Task directions »
Count the lines in the following data that include "hidden". Please write only the number.

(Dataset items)
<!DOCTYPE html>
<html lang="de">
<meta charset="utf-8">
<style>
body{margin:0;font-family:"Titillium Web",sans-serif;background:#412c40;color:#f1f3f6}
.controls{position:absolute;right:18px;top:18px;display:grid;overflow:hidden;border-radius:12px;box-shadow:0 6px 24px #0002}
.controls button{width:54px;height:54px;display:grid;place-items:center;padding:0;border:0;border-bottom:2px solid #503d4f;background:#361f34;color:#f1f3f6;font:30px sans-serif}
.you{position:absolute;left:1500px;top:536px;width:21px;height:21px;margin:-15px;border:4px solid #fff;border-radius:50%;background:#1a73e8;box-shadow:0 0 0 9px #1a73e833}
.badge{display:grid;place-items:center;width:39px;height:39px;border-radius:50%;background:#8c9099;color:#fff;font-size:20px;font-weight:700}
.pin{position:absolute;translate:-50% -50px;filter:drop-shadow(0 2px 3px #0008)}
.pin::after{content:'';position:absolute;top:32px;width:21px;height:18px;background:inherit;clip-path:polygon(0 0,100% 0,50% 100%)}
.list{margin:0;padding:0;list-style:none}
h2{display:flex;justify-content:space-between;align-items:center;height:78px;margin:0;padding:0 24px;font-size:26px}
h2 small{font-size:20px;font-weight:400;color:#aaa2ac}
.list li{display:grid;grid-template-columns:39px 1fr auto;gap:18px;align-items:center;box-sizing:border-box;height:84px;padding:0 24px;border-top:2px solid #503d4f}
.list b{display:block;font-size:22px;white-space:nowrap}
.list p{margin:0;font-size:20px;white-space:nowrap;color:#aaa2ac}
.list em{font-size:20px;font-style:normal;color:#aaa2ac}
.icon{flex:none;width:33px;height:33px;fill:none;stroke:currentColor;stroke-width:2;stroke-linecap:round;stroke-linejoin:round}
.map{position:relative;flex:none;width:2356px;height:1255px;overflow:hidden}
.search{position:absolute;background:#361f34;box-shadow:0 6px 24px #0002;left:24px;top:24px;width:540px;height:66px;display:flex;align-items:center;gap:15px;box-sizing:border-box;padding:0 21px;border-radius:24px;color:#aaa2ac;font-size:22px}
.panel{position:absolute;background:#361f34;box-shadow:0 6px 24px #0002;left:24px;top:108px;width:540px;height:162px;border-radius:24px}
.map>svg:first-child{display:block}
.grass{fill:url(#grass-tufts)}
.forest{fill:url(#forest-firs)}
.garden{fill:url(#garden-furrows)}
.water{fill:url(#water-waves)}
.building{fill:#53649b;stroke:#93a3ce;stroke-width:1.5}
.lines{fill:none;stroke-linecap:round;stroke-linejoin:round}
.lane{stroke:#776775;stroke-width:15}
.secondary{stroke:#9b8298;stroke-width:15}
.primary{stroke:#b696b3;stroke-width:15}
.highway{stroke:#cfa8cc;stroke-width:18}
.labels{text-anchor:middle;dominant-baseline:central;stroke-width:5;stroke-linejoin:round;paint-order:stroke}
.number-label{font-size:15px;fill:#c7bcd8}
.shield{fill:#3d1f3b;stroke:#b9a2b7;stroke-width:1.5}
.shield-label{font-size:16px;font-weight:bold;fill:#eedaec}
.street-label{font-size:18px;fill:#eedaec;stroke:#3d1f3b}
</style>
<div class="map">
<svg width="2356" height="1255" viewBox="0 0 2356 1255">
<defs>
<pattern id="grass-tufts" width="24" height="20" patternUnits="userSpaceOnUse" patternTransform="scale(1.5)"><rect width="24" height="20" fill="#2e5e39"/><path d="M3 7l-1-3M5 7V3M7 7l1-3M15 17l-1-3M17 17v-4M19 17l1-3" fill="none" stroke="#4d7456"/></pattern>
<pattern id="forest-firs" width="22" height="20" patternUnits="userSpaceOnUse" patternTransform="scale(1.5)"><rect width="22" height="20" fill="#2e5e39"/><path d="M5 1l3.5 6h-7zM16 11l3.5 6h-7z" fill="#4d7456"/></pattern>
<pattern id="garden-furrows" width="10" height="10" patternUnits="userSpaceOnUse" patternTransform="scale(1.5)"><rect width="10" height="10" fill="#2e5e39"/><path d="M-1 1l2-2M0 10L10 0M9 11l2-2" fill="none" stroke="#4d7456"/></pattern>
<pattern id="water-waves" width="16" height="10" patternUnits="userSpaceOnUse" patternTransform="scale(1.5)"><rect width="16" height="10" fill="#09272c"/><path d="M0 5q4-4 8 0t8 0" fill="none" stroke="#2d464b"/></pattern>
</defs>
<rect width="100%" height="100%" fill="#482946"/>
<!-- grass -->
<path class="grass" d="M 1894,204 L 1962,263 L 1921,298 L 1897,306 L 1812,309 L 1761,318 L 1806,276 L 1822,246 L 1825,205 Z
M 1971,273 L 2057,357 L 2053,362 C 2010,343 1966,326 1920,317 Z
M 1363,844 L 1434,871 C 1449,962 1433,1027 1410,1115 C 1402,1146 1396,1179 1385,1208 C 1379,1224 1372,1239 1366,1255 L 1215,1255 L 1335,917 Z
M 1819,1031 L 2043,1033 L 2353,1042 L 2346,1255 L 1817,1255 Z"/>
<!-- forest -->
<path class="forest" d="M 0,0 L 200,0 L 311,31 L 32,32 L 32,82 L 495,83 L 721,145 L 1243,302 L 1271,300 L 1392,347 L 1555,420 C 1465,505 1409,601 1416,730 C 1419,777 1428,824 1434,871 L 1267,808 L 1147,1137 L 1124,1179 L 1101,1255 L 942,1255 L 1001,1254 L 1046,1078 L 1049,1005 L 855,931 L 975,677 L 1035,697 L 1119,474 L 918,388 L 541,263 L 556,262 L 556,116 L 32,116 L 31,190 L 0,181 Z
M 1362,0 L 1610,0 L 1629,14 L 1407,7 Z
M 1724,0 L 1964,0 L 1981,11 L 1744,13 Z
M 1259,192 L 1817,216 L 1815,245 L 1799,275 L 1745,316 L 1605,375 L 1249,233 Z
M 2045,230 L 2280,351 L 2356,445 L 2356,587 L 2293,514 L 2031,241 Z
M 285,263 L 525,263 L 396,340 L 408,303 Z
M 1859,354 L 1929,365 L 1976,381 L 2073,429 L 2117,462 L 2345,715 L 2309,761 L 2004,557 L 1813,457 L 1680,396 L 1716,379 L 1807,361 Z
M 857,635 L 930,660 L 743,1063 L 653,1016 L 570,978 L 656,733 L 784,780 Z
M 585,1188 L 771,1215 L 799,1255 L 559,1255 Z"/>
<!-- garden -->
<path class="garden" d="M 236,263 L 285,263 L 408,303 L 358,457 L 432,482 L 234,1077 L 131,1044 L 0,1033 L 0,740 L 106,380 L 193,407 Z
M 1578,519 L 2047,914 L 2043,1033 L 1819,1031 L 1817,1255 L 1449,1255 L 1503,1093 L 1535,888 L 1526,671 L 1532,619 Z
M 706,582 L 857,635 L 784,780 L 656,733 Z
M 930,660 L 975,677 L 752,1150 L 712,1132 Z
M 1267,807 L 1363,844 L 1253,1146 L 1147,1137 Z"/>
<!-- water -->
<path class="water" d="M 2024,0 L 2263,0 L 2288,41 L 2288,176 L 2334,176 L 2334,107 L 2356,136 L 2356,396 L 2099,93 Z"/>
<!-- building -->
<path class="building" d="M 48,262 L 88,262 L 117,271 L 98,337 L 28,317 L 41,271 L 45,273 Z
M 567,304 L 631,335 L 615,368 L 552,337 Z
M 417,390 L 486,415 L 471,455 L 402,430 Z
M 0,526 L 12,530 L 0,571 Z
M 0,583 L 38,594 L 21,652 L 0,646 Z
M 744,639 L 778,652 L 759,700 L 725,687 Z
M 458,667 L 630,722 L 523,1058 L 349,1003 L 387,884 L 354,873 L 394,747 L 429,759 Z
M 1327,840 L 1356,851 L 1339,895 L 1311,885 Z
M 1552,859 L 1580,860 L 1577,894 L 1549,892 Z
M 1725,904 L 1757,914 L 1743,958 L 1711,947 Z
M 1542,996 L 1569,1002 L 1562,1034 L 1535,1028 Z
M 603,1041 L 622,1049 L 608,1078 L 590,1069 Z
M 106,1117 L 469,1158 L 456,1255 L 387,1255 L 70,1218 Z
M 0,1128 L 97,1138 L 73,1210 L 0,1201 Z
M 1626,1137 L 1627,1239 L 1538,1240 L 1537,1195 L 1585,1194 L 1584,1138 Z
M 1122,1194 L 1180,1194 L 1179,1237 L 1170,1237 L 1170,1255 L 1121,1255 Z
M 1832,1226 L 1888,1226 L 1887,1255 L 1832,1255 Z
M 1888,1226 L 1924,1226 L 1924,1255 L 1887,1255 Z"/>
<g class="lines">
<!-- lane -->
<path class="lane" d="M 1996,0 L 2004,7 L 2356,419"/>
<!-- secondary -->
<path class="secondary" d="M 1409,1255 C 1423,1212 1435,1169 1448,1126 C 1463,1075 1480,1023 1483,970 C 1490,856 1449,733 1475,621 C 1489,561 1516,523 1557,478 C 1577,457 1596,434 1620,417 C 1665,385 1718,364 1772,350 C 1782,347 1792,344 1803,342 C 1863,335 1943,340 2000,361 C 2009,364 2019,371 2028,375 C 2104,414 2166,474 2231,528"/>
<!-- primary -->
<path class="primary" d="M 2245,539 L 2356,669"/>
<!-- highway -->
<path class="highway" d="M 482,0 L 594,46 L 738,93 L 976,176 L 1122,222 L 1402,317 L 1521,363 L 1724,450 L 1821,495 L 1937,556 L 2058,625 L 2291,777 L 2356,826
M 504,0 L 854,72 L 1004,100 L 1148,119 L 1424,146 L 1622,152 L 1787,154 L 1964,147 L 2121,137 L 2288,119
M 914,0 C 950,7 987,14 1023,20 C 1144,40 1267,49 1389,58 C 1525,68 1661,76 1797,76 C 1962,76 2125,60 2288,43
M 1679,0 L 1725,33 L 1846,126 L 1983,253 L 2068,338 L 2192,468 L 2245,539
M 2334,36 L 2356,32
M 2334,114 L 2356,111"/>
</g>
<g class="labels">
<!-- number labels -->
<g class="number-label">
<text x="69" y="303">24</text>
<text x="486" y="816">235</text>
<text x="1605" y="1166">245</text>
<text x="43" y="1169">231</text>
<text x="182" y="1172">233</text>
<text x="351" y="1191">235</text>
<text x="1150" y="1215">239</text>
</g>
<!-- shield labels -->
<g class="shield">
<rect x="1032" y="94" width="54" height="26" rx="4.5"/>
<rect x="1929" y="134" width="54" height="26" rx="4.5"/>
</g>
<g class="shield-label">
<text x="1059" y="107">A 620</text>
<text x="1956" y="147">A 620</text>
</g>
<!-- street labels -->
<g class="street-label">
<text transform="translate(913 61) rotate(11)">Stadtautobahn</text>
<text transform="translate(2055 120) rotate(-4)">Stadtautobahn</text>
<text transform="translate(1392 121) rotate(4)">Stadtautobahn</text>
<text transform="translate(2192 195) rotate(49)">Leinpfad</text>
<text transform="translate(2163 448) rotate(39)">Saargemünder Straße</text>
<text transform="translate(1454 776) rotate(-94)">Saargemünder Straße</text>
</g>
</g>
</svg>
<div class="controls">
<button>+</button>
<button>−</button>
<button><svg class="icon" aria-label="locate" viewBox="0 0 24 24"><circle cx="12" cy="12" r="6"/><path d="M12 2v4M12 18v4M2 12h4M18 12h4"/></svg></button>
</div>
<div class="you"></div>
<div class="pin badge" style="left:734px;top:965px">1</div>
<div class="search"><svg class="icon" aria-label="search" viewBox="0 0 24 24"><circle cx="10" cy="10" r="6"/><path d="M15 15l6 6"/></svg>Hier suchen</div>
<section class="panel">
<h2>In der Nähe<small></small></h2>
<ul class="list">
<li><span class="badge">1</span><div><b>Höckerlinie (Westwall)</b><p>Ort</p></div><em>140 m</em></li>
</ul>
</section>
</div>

Exercise answer »
2